Saturday, March 28, 2009

La perfection n'est pas de ce monde...

Un des grands charmes de San Francisco pour qui a le goût de la balade à pied, ce sont les week-ends sur les sentiers en pleine nature tout proches de la ville ; le massif du Tamalpais, le skyline au sud d'Half moon bay, le pays des vins.
A en croire les avertissements, la chose ne serait pas sans risque....
Le plus "présent" dans les esprits est sans doute le cougar (ou mountain-lion) dans les collines du Sud qui fait qu'on interdit aux jeunes enfants de courir devant et on retient son chien en laisse (voire les chats sur le pas de la porte des maisons isolées!) pour ne pas avoir les honneurs du Chronicle...
Ceci dit, de mon point de vue, il faut surtout voir dans ces pancartes alarmistes l'hyperprincipe de précaution de nos amis américains (celui qui fait afficher sur les chemins du Lava beds National Park : "Attention , vous entrez dans un tunnel, quittez vos lunettes de soleil"!) Pour ma part, pendant toutes ces années, je n'ai vu qu'un rattle-snake (serpent à sonnettes), pas de coyote, pas de mountain-cat non plus!
Alors... enjoy!
Photo Catherine Delfino

Saturday, March 21, 2009

Comme une histoire d'amour...

Photo M. Garmier

A l'ouest du Ferry Building sur la promenade, des citations célèbres concernant la ville ... Celle-ci est ma préférée...
"Quitter San Francisco, c'est comme dire au revoir à un amour de jeunesse, on a envie de s'attarder..."
Et ce n'est pas seulement quand on part... On se demande quand on la reverra.. Quand la date est fixée, elle paraît toujours trop lointaine. On attend des nouvelles, des amis, du site en ligne du Chronicle (ne jamais dire le San Francisco Chronicle, c'est LE Chronicle), enfin... tant qu'il survit.
En cette période de crise, certes, on suit de loin par la presse, les nouvelles - mauvaises - comme la fermeture de Melvyn ou le taux de chômage, mais on n'a pas d'image . De la crise de 1992, il reste dans la tête ces vitrines tapissées de "sale 70% " et ce col blanc qui jouait de l'harmonica sur Market, devenu en moins d'un mois un SDF ; de celle de 2000, après l'éclatement de la bulle internet, la 280 presque vidée de ses voitures et des constructions inachevées partout....
On compte les jours pour y retourner et en même temps on se demande ce qu'on va trouver...

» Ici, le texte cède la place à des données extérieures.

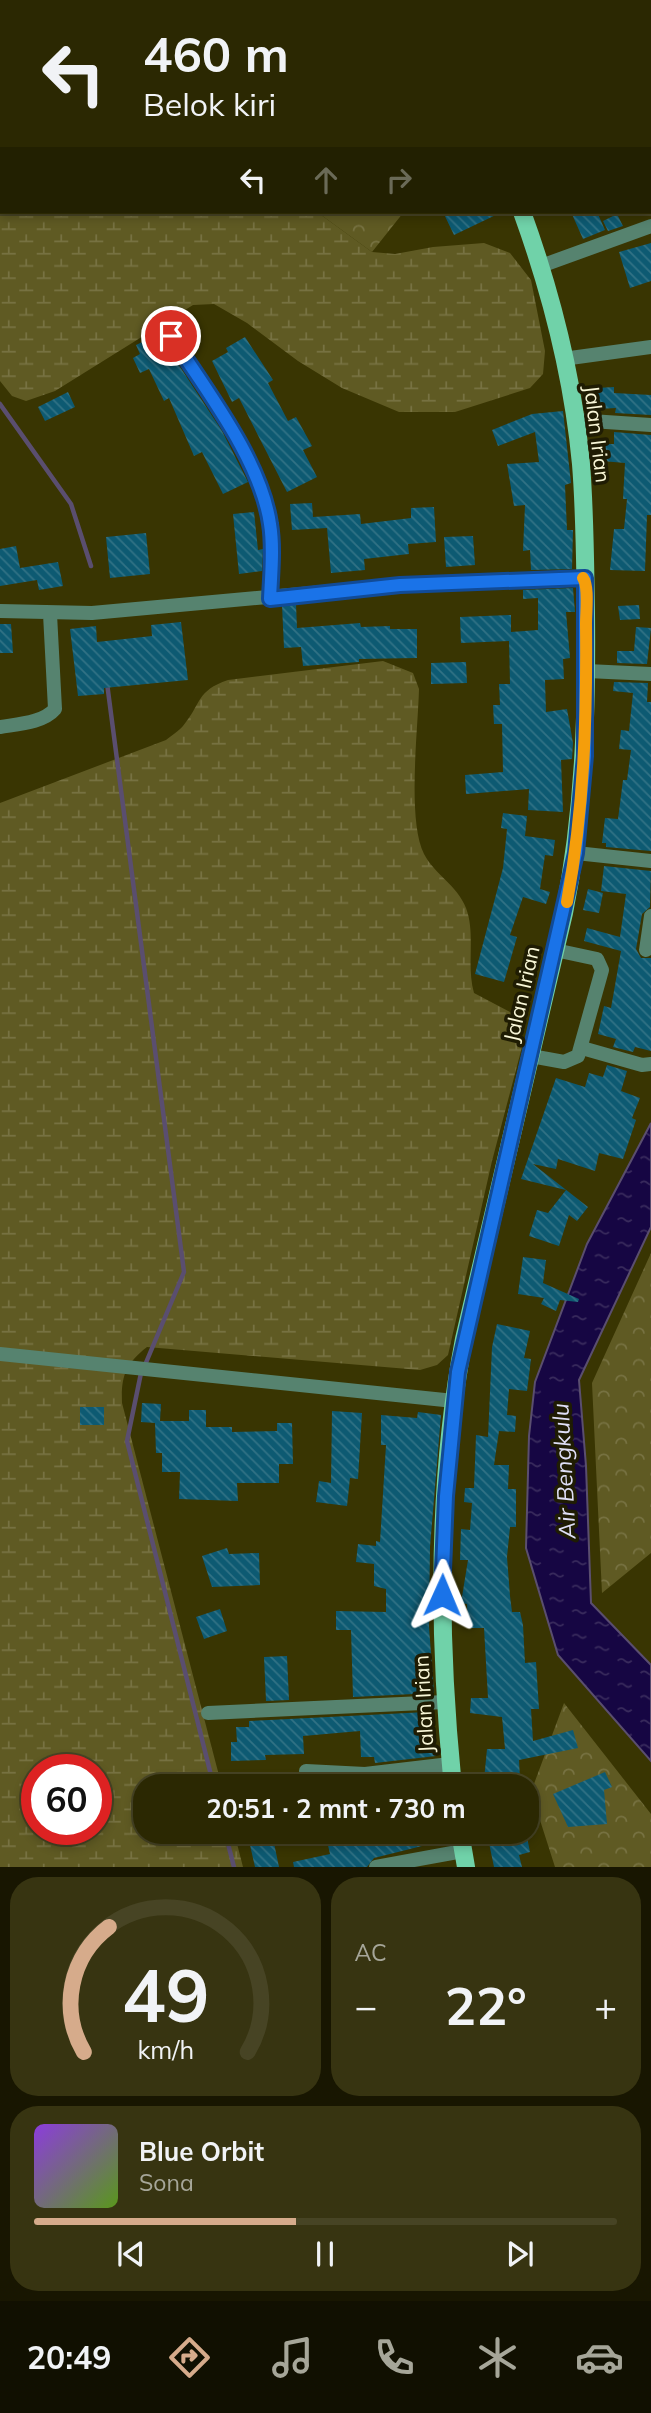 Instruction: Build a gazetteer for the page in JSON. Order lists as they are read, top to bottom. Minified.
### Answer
{"streets":{"main road":["Jalan Irian"]},"water":["Air Bengkulu"],"page":{"turn":["460 m","Belok kiri"],"limit":"60","trip":"20:51 · 2 mnt · 730 m","tile":"AC","heat":["−","22°","+"],"song":["Blue Orbit","Sona"],"tabs":"20:49","gauge":["49","km/h"]}} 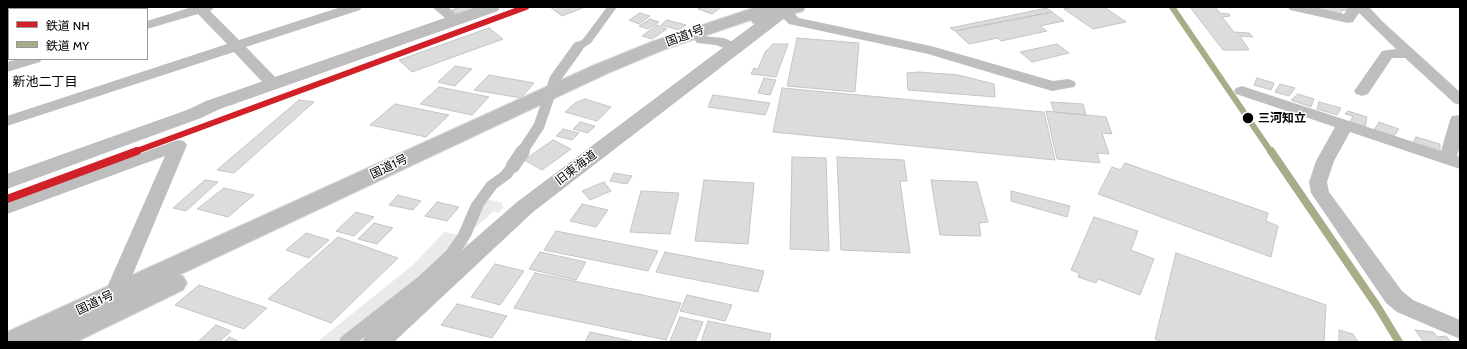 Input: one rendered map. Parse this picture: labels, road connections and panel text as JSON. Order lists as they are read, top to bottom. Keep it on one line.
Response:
{"streets":{"highway":["国道1号"],"street":["旧東海道"]},"crossings":[["国道1号","旧東海道"]],"districts":["新池二丁目"],"places":["三河知立"],"lines":["rail line NH","rail line MY"],"legend":["鉄道 NH","鉄道 MY"]}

Wednesday, January 28, 2009

Ne le ratez pas!

Incroyable, Jésus est à San Carlos! (Même sans voiture, c'est pas loin de San Francisco, on peut y aller en Caltrain!)
De notre envoyée spéciale, sur place, Catherine Delfino

Wednesday, January 21, 2009

This historic day

Hier, comme toute l'Amérique, San Francisco a eu sa journée d'euphorie, que ce soit au Civic Center, à Yerba Buena ou au Metreon : on peut en retrouver les photos sur le Chronicle.
Mais aussi au travers du talent de Manuel Guerzoni.